Growing up, Easter to me was more about goodie baskets full of jelly beans and a new movie we would watch as a family (Harry Potter, for a few years). I was more excited about going to my grandparents house to hunt for little plastic eggs full of candy and enjoy Grandma’s irresistible cooking than getting up super early for a freezing outdoor church service. (Those are now precious memories, too, but at the time . . . I cared more about the blankets and cocoa than the message).
But in recent years, that ‘same old story’ has come to life as I go on this walk. It often takes repetition before something really sinks in, and the more often I hear that old, old story, the more I love it, the deeper it sinks in.
Easter is the fulfilment of the Gospel—the Good News. It commemorates and celebrates the death, burial, and glorious resurrection of our Lord and Savior, Jesus Christ—which is what our faith hinges on. If Christ did not rise from the dead, then, as Paul said to the Corinthians, our faith is futile and we are of all the most pitiable. (1 Corinthians 15: 12-19)

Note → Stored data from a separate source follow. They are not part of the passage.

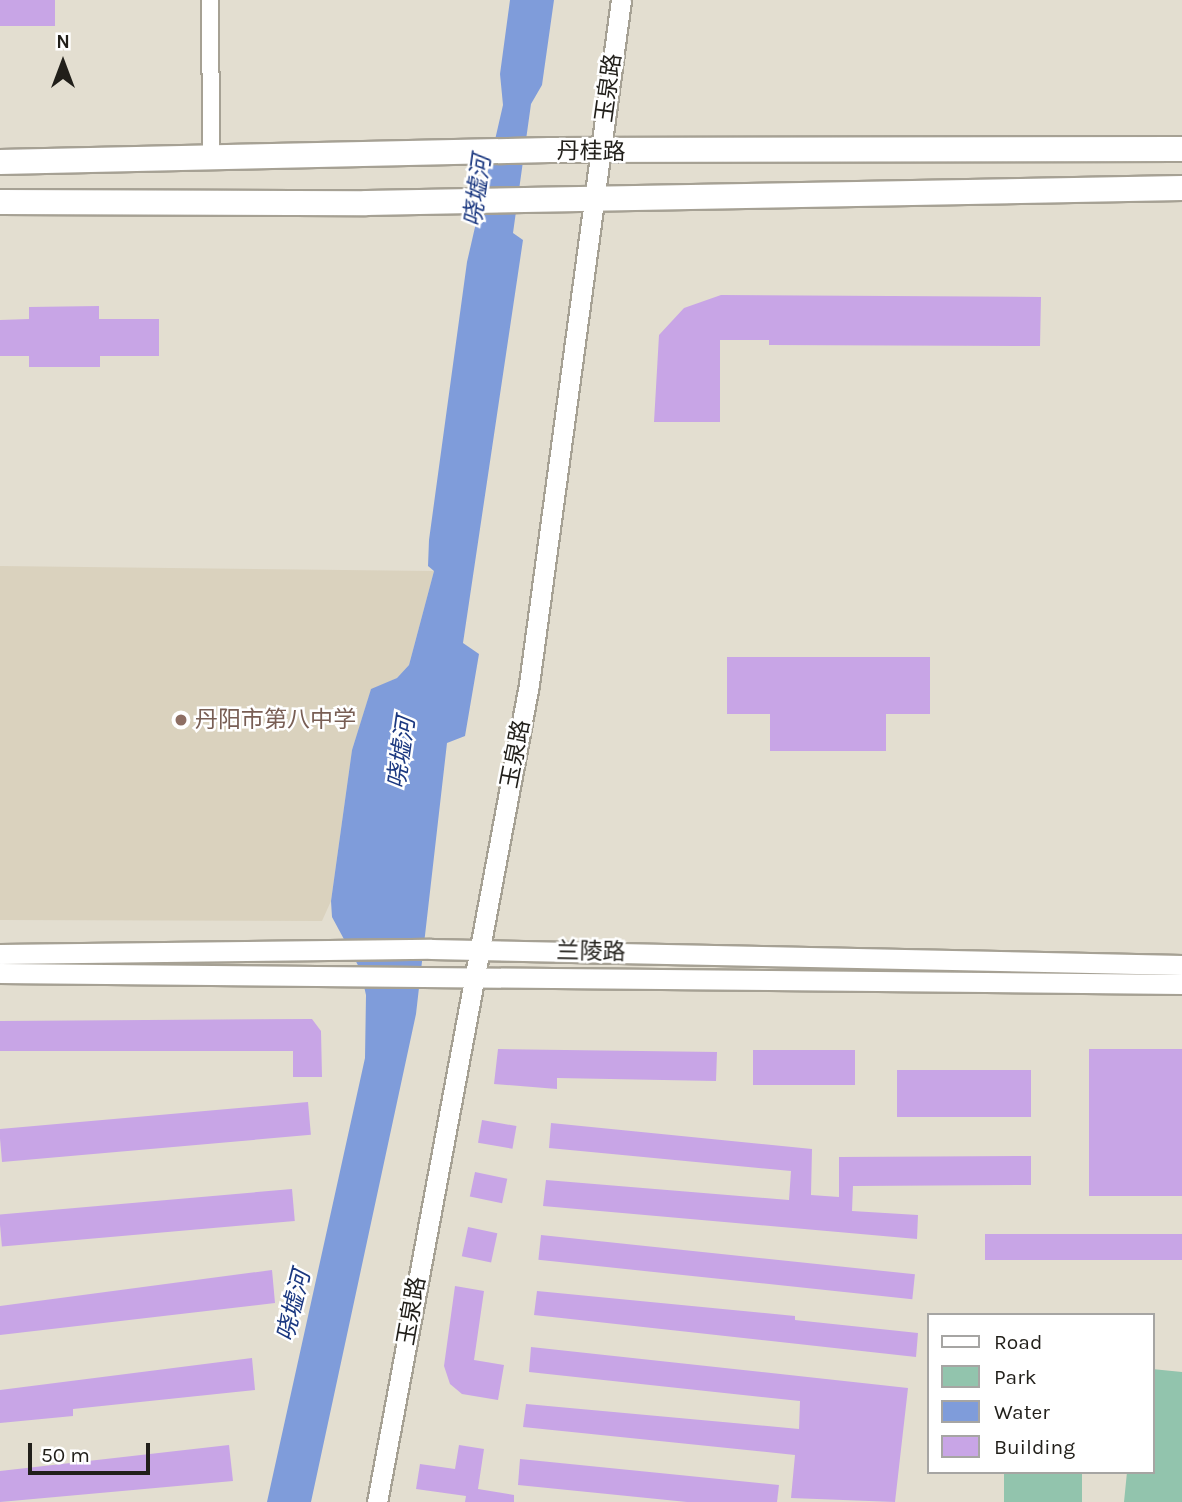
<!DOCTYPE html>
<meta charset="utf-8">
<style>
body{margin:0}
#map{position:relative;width:1182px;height:1502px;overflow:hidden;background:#e3ded0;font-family:Karla,"Noto Sans SC",sans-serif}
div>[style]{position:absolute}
.built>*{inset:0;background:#dad2be}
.green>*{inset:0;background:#92c4ad;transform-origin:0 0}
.water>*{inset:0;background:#7f9cda}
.building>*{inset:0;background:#c8a5e6;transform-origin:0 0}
.roads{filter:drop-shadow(2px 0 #a6a194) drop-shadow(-2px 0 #a6a194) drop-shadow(0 2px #a6a194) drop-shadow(0 -2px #a6a194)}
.minor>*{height:16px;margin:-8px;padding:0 8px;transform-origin:8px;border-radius:8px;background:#fff}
.tertiary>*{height:19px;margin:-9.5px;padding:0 9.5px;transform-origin:9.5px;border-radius:9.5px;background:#fff}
.primary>*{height:24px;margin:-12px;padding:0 12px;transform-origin:12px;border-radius:12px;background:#fff}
.dots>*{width:19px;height:19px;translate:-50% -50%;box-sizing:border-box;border:4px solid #fff;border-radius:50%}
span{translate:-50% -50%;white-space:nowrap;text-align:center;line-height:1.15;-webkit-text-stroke:5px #fff;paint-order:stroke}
.street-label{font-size:23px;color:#211f1a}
.education-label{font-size:23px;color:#785e54}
.left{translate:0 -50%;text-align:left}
.water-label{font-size:24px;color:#1b3880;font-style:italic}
.legend{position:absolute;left:927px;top:1313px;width:228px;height:161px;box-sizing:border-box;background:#fff;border:2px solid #a6a5a3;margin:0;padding:9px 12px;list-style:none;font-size:21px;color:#211f1a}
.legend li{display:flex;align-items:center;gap:14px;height:35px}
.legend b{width:35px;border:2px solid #a6a5a3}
.north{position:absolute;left:28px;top:28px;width:70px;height:70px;-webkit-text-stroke:5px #fff;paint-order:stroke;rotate:0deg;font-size:19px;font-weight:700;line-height:28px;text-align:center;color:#211f1a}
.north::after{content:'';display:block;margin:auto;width:24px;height:32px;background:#211f1a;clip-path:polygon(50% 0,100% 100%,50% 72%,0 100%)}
.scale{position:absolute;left:28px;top:1443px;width:122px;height:32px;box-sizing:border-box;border:4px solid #211f1a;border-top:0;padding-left:9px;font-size:21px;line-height:24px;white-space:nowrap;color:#211f1a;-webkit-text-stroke:5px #fff;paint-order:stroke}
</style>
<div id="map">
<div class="built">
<i style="clip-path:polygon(0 566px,434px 571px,409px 665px,397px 678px,371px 690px,352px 750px,331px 901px,322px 921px,0 920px)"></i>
</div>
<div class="green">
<i style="clip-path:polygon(1152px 1369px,1182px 1372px,1182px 1502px,1124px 1502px,1127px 1472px,1152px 1472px)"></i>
<i style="left:1004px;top:1472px;width:78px;height:30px"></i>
</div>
<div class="water">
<i style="clip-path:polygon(510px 0,554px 0,542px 85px,531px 104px,513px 233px,523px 240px,463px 643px,479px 654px,465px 736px,447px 743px,416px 1014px,311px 1502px,267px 1502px,365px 1058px,366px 995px,360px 969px,332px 917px,331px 901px,352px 750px,371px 689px,397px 678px,409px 665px,434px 571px,428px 566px,429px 540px,467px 262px,503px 105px,500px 74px)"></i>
</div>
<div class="building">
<i style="left:0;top:0;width:55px;height:26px"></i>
<i style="clip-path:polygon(721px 295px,1041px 297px,1040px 346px,769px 345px,769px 340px,720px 340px,720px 422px,654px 422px,659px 335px,684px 308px)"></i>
<i style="clip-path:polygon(99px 306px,99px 319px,159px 319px,159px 356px,100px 356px,100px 367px,29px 367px,29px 356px,0 356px,0 320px,29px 319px,29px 307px)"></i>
<i style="clip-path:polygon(727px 657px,930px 657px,930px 714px,886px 714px,886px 751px,770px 751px,770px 714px,727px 714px)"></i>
<i style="clip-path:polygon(312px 1019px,321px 1031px,322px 1077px,293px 1077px,293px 1051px,0 1051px,0 1021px)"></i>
<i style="clip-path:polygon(498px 1049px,717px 1052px,716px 1081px,557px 1078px,557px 1089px,494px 1084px)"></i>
<i style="left:1182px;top:1049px;width:147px;height:93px;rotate:90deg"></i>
<i style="left:753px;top:1050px;width:102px;height:35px"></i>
<i style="left:897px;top:1070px;width:134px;height:47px"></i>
<i style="left:308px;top:1102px;width:33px;height:310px;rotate:85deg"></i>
<i style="left:482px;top:1120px;width:35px;height:23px;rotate:10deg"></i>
<i style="clip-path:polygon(551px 1123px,812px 1149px,811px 1195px,839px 1197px,839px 1157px,1031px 1156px,1031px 1185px,853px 1186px,852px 1211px,918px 1215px,917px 1239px,543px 1206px,546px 1180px,789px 1200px,791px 1171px,549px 1148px)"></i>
<i style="left:475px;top:1172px;width:33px;height:25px;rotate:12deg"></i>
<i style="left:292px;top:1189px;width:32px;height:294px;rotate:85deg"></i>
<i style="left:468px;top:1227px;width:30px;height:30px;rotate:12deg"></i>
<i style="left:985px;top:1234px;width:197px;height:26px"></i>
<i style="left:541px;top:1235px;width:376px;height:25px;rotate:6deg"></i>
<i style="clip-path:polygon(272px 1270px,275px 1303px,0 1335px,0 1306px)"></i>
<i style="clip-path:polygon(455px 1286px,484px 1291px,474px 1360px,504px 1365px,498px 1400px,462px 1394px,450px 1384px,444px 1366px)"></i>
<i style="clip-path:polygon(537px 1291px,795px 1316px,795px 1320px,918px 1333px,916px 1357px,534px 1315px)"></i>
<i style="clip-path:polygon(531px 1347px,908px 1388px,895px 1502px,791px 1498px,795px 1455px,523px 1427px,526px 1404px,799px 1429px,800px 1401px,529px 1372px)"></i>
<i style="clip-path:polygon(252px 1358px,255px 1390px,73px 1409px,73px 1416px,0 1423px,0 1390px)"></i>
<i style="clip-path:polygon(229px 1445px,233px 1481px,0 1502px,0 1471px)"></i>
<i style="clip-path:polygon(459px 1445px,484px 1449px,478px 1489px,514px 1495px,514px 1502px,465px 1502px,466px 1496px,416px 1489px,420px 1464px,455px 1469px)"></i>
<i style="clip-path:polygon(520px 1459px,779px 1485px,777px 1502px,687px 1502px,518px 1485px)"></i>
</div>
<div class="roads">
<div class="minor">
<i style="left:210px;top:0;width:155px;rotate:89.6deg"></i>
</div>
<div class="tertiary">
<i style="left:0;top:954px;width:431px;rotate:-0.7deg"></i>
<i style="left:431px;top:949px;width:751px;rotate:1.22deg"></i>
<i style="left:0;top:973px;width:1182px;rotate:0.53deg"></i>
<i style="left:377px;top:1502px;width:832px;rotate:-79.47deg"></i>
<i style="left:529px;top:684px;width:690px;rotate:-82.34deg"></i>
</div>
<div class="primary">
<i style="left:0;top:162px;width:550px;rotate:-1.25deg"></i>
<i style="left:550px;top:150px;width:632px;rotate:-0.09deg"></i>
<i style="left:0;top:202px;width:366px;rotate:0.2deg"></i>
<i style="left:366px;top:203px;width:816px;rotate:-1.05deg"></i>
</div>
</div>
<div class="dots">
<i style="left:181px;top:720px;background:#8d6e63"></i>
</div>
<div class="street-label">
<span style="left:609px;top:88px;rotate:-82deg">玉泉路</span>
<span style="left:591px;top:152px;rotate:1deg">丹桂路</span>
<span style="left:516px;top:754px;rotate:-79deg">玉泉路</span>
<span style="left:591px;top:952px;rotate:1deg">兰陵路</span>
<span style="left:412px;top:1311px;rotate:-80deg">玉泉路</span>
</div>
<div class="education-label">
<span class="left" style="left:195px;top:720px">丹阳市第八中学</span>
</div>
<div class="water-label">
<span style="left:478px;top:191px;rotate:-82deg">哓墟河</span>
<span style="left:402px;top:753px;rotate:-82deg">哓墟河</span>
<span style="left:294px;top:1306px;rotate:-76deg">哓墟河</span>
</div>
<ul class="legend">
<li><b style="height:9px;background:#fff"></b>Road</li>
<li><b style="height:19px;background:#92c4ad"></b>Park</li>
<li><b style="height:19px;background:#7f9cda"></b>Water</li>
<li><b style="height:19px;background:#c8a5e6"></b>Building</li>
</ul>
<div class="north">N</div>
<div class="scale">50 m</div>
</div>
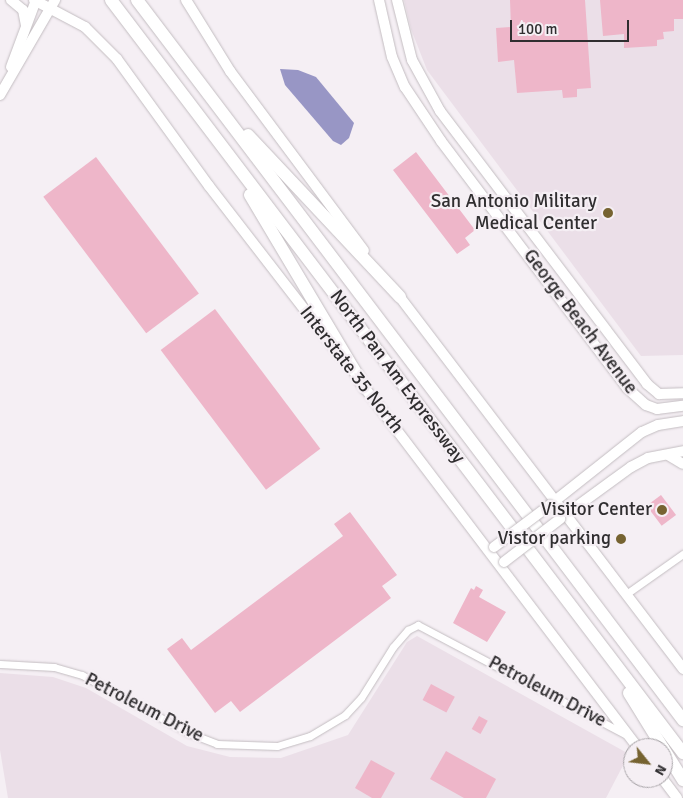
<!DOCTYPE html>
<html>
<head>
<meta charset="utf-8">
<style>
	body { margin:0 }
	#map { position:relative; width:683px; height:798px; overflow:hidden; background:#f5eff4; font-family:Signika,sans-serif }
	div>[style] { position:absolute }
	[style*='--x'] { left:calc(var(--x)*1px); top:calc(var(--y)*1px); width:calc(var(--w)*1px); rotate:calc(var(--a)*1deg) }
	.built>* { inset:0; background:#ebdfe8 }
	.water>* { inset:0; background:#9896c5 }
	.building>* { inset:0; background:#eeb6c9; transform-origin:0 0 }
	.roads { filter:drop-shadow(0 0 1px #c3bdc1) drop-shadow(0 0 1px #c3bdc1) }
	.street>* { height:7px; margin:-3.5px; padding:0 3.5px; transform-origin:3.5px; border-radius:3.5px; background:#fff }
	.secondary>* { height:10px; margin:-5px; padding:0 5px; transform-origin:5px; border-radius:5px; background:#fff }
	.highway>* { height:12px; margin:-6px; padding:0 6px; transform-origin:6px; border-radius:6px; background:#fff }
	.bridges { filter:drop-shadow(0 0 1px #c3bdc1) drop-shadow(0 0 1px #c3bdc1) }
	.secondary-bridge>* { height:10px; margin:-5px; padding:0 5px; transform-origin:5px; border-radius:5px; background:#fff }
	.dots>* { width:14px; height:14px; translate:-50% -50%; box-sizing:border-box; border:2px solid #f5eff4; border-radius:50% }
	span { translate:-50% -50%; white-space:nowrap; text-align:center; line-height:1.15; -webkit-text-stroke:4.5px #f5eff4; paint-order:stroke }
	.poi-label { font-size:19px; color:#302e30 }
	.right { translate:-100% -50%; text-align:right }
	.street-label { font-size:19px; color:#302e30 }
	.north { position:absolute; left:623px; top:738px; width:50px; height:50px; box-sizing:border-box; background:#f5eff4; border:1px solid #a6a2a6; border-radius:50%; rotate:119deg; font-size:14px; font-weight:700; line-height:20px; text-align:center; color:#302e30 }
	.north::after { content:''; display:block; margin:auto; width:18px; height:22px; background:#766331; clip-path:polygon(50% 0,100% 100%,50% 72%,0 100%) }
	.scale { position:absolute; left:510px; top:20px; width:119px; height:22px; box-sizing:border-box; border:2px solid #302e30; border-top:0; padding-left:6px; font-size:15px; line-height:18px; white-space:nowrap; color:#302e30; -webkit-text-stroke:4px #f5eff4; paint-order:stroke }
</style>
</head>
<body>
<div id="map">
	<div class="built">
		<i style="clip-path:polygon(404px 0,683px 0,683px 355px,641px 356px,427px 70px,411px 29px)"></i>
		<i style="clip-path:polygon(417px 636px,629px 754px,606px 798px,8px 798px,0 750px,0 673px,53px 677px,86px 688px,187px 746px,230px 757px,281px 758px,348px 735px,407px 642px)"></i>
	</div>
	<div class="water">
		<i style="clip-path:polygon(280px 69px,298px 70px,316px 77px,354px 123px,349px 138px,341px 145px,333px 141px,285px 85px)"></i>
	</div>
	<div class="building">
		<i style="clip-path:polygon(510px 0,585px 0,591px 88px,577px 89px,577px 97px,563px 98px,562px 90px,517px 93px,514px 60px,498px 62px,496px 28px,511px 27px)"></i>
		<i style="clip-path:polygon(600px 0,683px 0,683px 19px,674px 19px,674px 31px,663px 32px,664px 39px,657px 40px,657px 46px,624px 48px,624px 34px,603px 36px)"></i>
		<i style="clip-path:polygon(416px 152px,475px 230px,465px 238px,470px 245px,457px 254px,393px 170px)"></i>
		<i style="left:96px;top:157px;width:171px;height:66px;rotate:53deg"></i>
		<i style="left:215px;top:309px;width:175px;height:68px;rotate:53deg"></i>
		<i style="left:661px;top:495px;width:25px;height:18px;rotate:53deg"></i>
		<i style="clip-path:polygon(350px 512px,397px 575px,382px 586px,391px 598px,240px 712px,231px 701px,215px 713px,167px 649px,182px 638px,191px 650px,343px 536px,334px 524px)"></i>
		<i style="clip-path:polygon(476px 586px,483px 590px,479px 597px,506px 612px,487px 642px,453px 623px,471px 588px,474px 590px)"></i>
		<i style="left:431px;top:684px;width:27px;height:18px;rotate:28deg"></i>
		<i style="left:479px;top:716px;width:10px;height:15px;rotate:29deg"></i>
		<i style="clip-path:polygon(446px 751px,496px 779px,486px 798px,464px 798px,430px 779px)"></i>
		<i style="clip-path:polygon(371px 760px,395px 773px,381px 798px,372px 798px,355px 788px)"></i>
	</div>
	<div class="roads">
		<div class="street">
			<i style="--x:626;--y:594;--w:70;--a:-35.1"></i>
			<i style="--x:0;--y:664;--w:54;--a:3.2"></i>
			<i style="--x:54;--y:667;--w:29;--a:16"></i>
			<i style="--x:82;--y:675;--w:122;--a:28.5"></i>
			<i style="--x:189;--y:733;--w:30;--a:21"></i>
			<i style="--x:217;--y:744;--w:60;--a:1.9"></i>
			<i style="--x:277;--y:746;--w:34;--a:-17"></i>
			<i style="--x:310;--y:736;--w:41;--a:-31"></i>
			<i style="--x:345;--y:715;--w:23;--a:-47"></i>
			<i style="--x:361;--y:698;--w:60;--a:-57.9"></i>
			<i style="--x:393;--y:647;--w:23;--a:-49"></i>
			<i style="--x:408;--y:630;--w:11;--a:-27"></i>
			<i style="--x:418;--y:625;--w:234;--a:27.8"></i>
		</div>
		<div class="secondary">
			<i style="--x:11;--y:0;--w:16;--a:40"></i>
			<i style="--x:23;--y:10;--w:15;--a:79"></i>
			<i style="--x:34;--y:0;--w:58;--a:27.9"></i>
			<i style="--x:85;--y:27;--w:45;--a:45"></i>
			<i style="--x:117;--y:59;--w:157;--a:54.1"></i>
			<i style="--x:209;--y:186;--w:216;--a:52.3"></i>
			<i style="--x:186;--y:0;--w:84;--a:58.2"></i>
			<i style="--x:230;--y:71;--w:224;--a:53.3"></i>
			<i style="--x:379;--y:0;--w:58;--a:77.2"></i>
			<i style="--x:392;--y:57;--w:33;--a:67"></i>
			<i style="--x:405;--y:87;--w:65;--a:56.3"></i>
			<i style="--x:441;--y:141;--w:309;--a:53"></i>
			<i style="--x:627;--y:388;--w:25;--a:42"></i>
			<i style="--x:646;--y:405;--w:12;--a:20"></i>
			<i style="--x:657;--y:409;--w:26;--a:-7"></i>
			<i style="--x:397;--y:0;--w:62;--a:76"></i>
			<i style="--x:412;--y:60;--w:58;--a:61.2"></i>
			<i style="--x:440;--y:111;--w:343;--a:52.8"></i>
			<i style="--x:647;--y:384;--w:16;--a:40"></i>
			<i style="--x:659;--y:394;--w:24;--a:-2"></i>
			<i style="--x:11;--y:67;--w:72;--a:-69.5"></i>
			<i style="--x:0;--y:95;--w:110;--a:-59.9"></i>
			<i style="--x:396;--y:292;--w:474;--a:52.7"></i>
			<i style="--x:361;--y:383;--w:458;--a:52.8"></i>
			<i style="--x:668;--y:455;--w:17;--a:31"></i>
			<i style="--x:551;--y:504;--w:116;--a:-38.4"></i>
			<i style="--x:642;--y:432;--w:17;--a:-24"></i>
			<i style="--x:658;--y:425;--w:25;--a:-9"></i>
			<i style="--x:561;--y:518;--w:87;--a:-36.1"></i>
			<i style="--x:631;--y:467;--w:19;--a:-28"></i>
			<i style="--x:648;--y:458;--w:36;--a:-11"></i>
			<i style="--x:662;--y:778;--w:25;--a:53"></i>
		</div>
		<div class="highway">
			<i style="--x:111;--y:0;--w:946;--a:52.78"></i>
			<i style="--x:137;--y:0;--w:904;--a:52.83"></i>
			<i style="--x:248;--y:135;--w:222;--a:46.8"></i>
			<i style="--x:250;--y:195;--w:225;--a:59.2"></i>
			<i style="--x:629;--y:693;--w:65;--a:58.3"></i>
			<i style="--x:663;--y:748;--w:38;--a:58"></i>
		</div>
	</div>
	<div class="bridges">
		<div class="secondary-bridge">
			<i style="--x:494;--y:547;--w:70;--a:-36.9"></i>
			<i style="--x:504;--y:562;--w:71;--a:-37.5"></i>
		</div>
	</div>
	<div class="dots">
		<i style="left:608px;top:213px;background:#766331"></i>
		<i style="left:662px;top:510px;background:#766331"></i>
		<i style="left:621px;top:539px;background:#766331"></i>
	</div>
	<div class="poi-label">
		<span class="right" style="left:597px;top:213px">San Antonio Military<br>Medical Center</span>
		<span class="right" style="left:652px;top:510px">Visitor Center</span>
		<span class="right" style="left:611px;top:539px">Vistor parking</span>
	</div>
	<div class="street-label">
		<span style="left:580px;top:322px;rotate:53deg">George Beach Avenue</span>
		<span style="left:351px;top:370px;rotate:52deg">Interstate 35 North</span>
		<span style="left:397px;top:377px;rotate:53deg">North Pan Am Expressway</span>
		<span style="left:547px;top:692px;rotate:28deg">Petroleum Drive</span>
		<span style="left:144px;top:708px;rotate:27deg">Petroleum Drive</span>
	</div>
	<div class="north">N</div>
	<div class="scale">100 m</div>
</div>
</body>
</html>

But Christ DID rise! He is alive and mighty to save. Christ bought our freedom with his blood, paid the debt our sin incurred, rescued us from the gates of hell’s depthless punishment, and made a place for us in his house. Not as slaves, but a friends! As fellow inheritors of his kingdom. Through him we are adopted as children into the family of God, and there’s no power in or of this world that can pluck us from his arms.
How often do you mull that over? When you gather at church or in community groups or with any fellow believers, do you consider them family? When you pray for the persecuted church, do you think of those people as your very own brothers and sisters, fathers and mothers?
We should, because that’s how God designed it. Family isn’t always easy to deal with (anything involving humans is bound to experience trouble now and again), but family is also the most precious thing we have. If we have Christ, we have family—and in this life it’s never too late to become a part of it! There’s no wrong too severe to be forgiven. Christ’s blood can cover it all, now and forever. Praise God!
So today, let’s remember Christ’s sacrifice, the depth of his love for us that he would come to this lost and broken world and pay the debt we could not afford. Let us also rejoice, for on the third day he triumphed over sin and death and rose from the grave that we might be born again into his family.
Jesus loves you, more than you can wrap your mind around, and has set a place for you at the feast table. Won’t you come take a seat?